::: Stored data
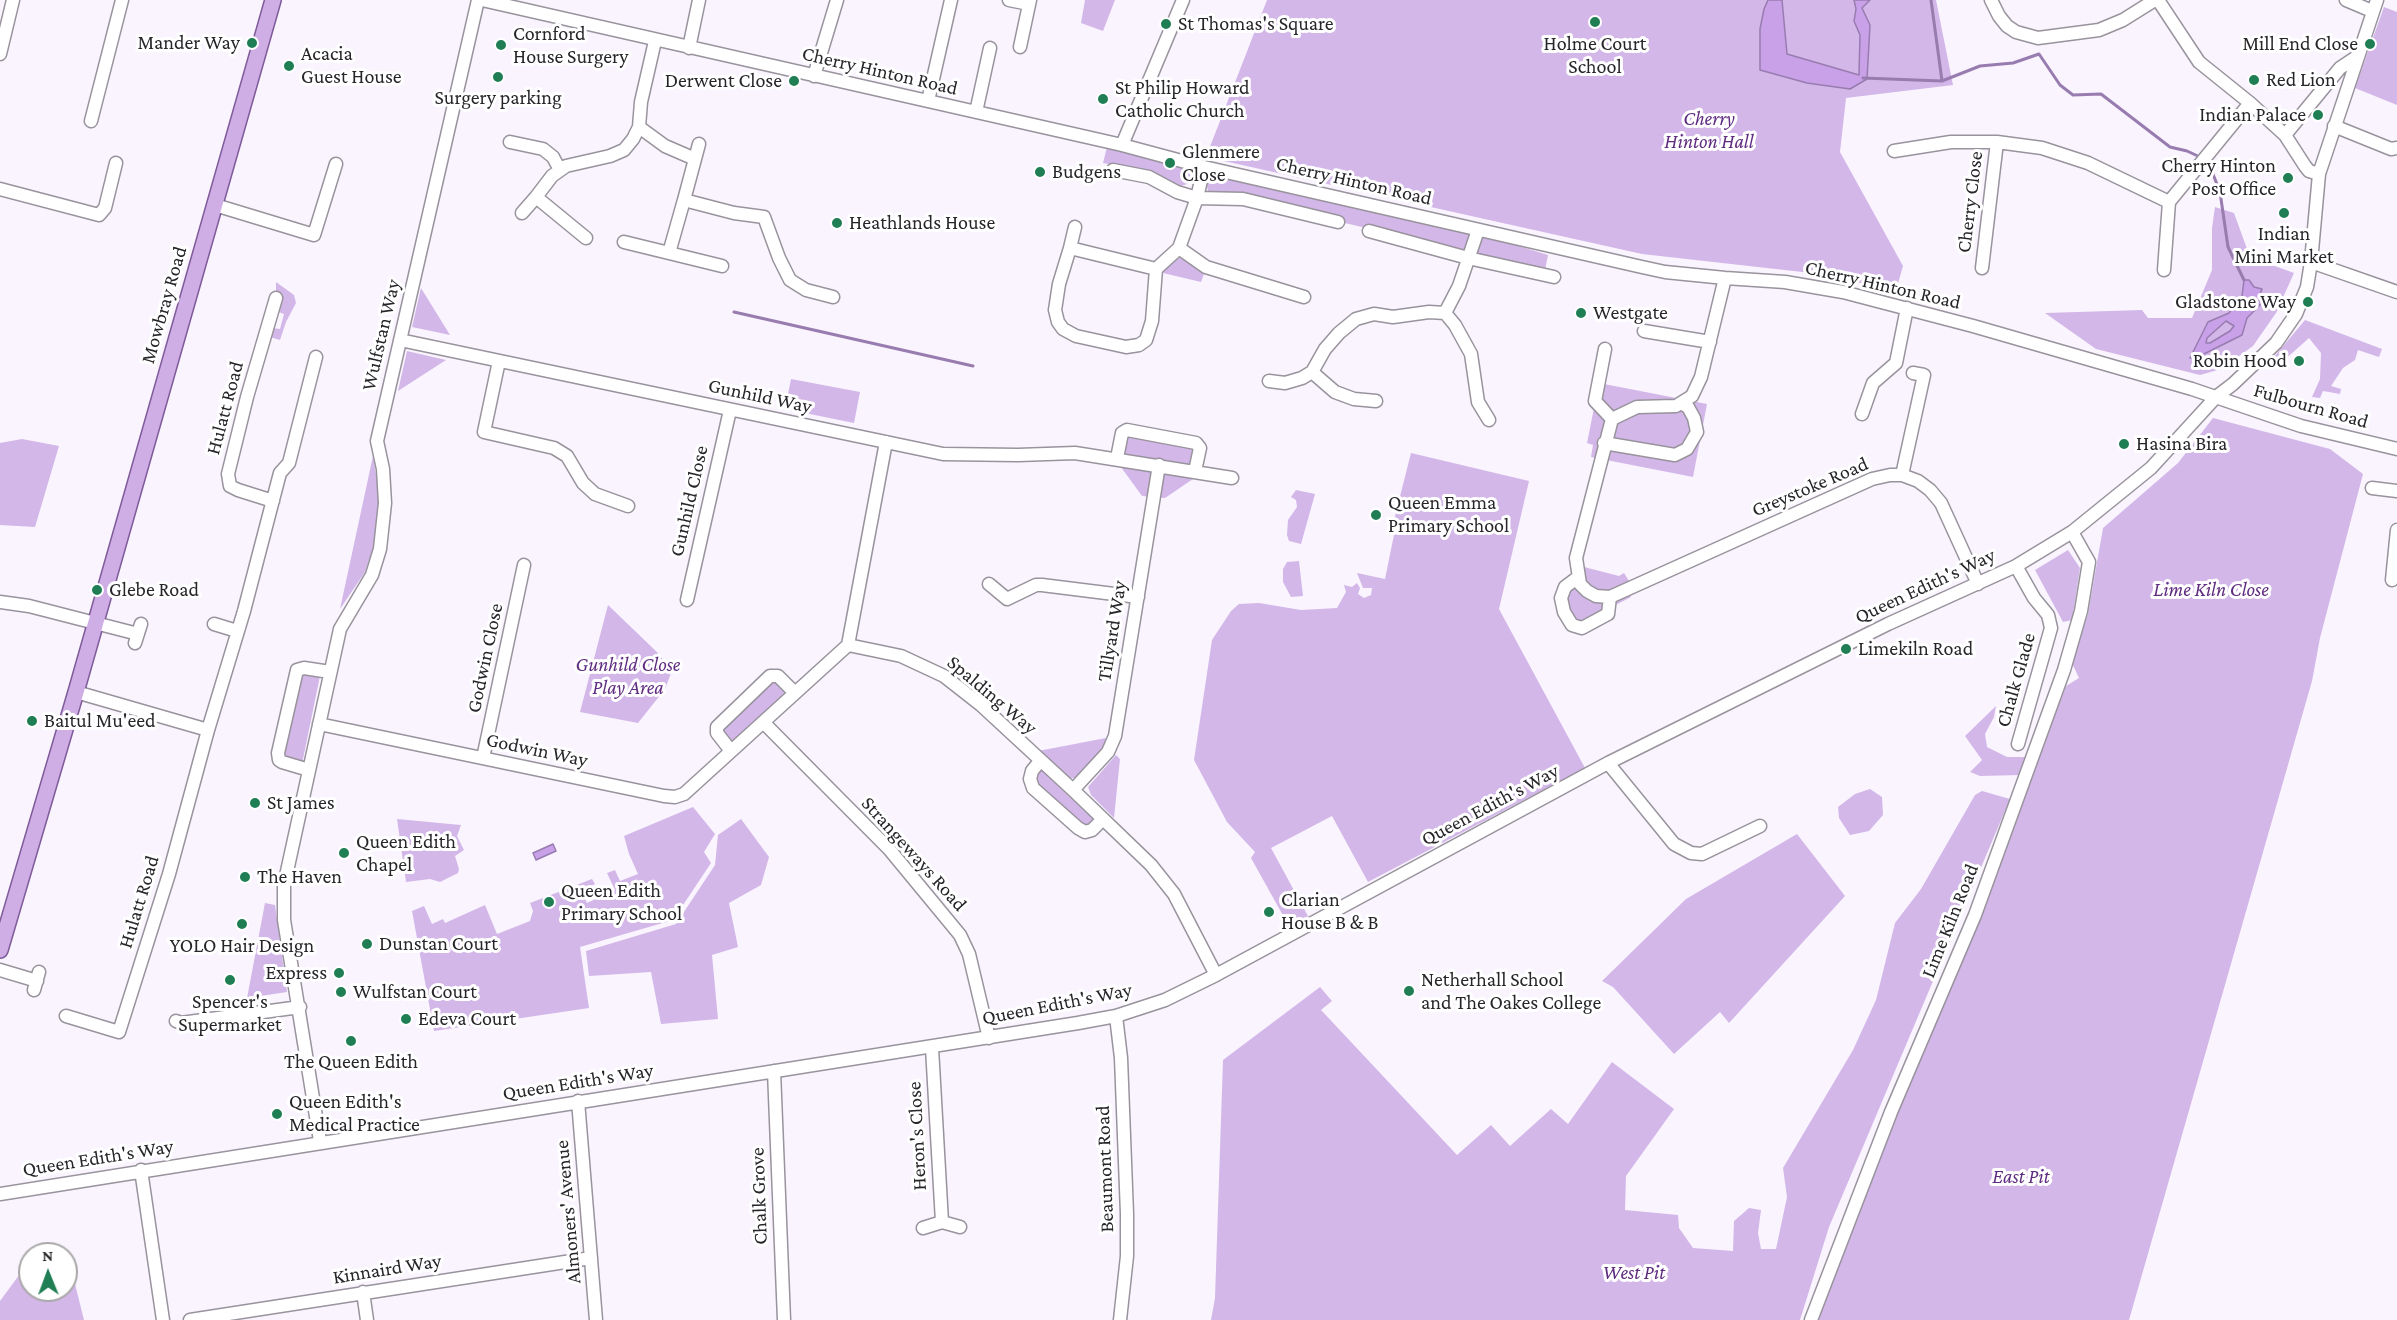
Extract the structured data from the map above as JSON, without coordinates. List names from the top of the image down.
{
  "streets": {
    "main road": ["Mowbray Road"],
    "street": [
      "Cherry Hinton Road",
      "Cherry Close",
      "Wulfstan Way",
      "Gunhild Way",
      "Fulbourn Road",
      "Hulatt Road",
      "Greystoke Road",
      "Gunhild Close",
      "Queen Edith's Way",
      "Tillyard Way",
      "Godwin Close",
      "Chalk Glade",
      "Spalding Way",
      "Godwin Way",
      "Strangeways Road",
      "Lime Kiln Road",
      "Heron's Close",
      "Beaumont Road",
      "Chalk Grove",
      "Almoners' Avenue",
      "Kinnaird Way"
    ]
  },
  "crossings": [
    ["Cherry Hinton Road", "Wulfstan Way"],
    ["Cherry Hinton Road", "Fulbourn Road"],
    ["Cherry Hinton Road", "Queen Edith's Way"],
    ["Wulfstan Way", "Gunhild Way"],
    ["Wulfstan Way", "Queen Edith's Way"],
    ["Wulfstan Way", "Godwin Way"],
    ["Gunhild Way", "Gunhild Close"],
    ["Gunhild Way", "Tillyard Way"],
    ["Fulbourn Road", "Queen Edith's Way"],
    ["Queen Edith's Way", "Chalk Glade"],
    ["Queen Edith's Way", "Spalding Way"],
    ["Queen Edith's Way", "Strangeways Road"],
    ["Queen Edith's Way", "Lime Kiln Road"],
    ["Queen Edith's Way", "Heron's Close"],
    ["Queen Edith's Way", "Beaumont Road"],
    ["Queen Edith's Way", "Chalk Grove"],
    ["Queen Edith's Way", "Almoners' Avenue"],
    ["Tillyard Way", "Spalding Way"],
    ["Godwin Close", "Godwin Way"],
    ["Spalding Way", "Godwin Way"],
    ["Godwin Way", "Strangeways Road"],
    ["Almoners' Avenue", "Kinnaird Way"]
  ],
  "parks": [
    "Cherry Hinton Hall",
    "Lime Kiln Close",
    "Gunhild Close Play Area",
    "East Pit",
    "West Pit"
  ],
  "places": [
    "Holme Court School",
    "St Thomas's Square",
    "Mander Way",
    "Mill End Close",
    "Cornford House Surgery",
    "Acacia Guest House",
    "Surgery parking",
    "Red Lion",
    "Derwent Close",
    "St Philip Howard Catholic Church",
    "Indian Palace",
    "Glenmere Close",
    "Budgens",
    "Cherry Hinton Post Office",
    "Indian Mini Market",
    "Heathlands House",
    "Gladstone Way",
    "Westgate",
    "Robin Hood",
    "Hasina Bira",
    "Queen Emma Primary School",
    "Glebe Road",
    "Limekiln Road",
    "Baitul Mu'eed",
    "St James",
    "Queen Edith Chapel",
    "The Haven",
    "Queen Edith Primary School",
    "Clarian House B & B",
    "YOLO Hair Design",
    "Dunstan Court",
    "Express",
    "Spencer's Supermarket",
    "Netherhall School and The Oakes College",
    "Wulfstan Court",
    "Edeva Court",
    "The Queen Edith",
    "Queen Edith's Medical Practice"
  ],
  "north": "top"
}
::::::
## About this task
Repeat the listing word for word, and skip every picture it contains.

## Answer section
Extract the structured data from the map above as JSON, without coordinates. List names from the top of the image down.
{
  "streets": {
    "main road": ["Mowbray Road"],
    "street": [
      "Cherry Hinton Road",
      "Cherry Close",
      "Wulfstan Way",
      "Gunhild Way",
      "Fulbourn Road",
      "Hulatt Road",
      "Greystoke Road",
      "Gunhild Close",
      "Queen Edith's Way",
      "Tillyard Way",
      "Godwin Close",
      "Chalk Glade",
      "Spalding Way",
      "Godwin Way",
      "Strangeways Road",
      "Lime Kiln Road",
      "Heron's Close",
      "Beaumont Road",
      "Chalk Grove",
      "Almoners' Avenue",
      "Kinnaird Way"
    ]
  },
  "crossings": [
    ["Cherry Hinton Road", "Wulfstan Way"],
    ["Cherry Hinton Road", "Fulbourn Road"],
    ["Cherry Hinton Road", "Queen Edith's Way"],
    ["Wulfstan Way", "Gunhild Way"],
    ["Wulfstan Way", "Queen Edith's Way"],
    ["Wulfstan Way", "Godwin Way"],
    ["Gunhild Way", "Gunhild Close"],
    ["Gunhild Way", "Tillyard Way"],
    ["Fulbourn Road", "Queen Edith's Way"],
    ["Queen Edith's Way", "Chalk Glade"],
    ["Queen Edith's Way", "Spalding Way"],
    ["Queen Edith's Way", "Strangeways Road"],
    ["Queen Edith's Way", "Lime Kiln Road"],
    ["Queen Edith's Way", "Heron's Close"],
    ["Queen Edith's Way", "Beaumont Road"],
    ["Queen Edith's Way", "Chalk Grove"],
    ["Queen Edith's Way", "Almoners' Avenue"],
    ["Tillyard Way", "Spalding Way"],
    ["Godwin Close", "Godwin Way"],
    ["Spalding Way", "Godwin Way"],
    ["Godwin Way", "Strangeways Road"],
    ["Almoners' Avenue", "Kinnaird Way"]
  ],
  "parks": [
    "Cherry Hinton Hall",
    "Lime Kiln Close",
    "Gunhild Close Play Area",
    "East Pit",
    "West Pit"
  ],
  "places": [
    "Holme Court School",
    "St Thomas's Square",
    "Mander Way",
    "Mill End Close",
    "Cornford House Surgery",
    "Acacia Guest House",
    "Surgery parking",
    "Red Lion",
    "Derwent Close",
    "St Philip Howard Catholic Church",
    "Indian Palace",
    "Glenmere Close",
    "Budgens",
    "Cherry Hinton Post Office",
    "Indian Mini Market",
    "Heathlands House",
    "Gladstone Way",
    "Westgate",
    "Robin Hood",
    "Hasina Bira",
    "Queen Emma Primary School",
    "Glebe Road",
    "Limekiln Road",
    "Baitul Mu'eed",
    "St James",
    "Queen Edith Chapel",
    "The Haven",
    "Queen Edith Primary School",
    "Clarian House B & B",
    "YOLO Hair Design",
    "Dunstan Court",
    "Express",
    "Spencer's Supermarket",
    "Netherhall School and The Oakes College",
    "Wulfstan Court",
    "Edeva Court",
    "The Queen Edith",
    "Queen Edith's Medical Practice"
  ],
  "north": "top"
}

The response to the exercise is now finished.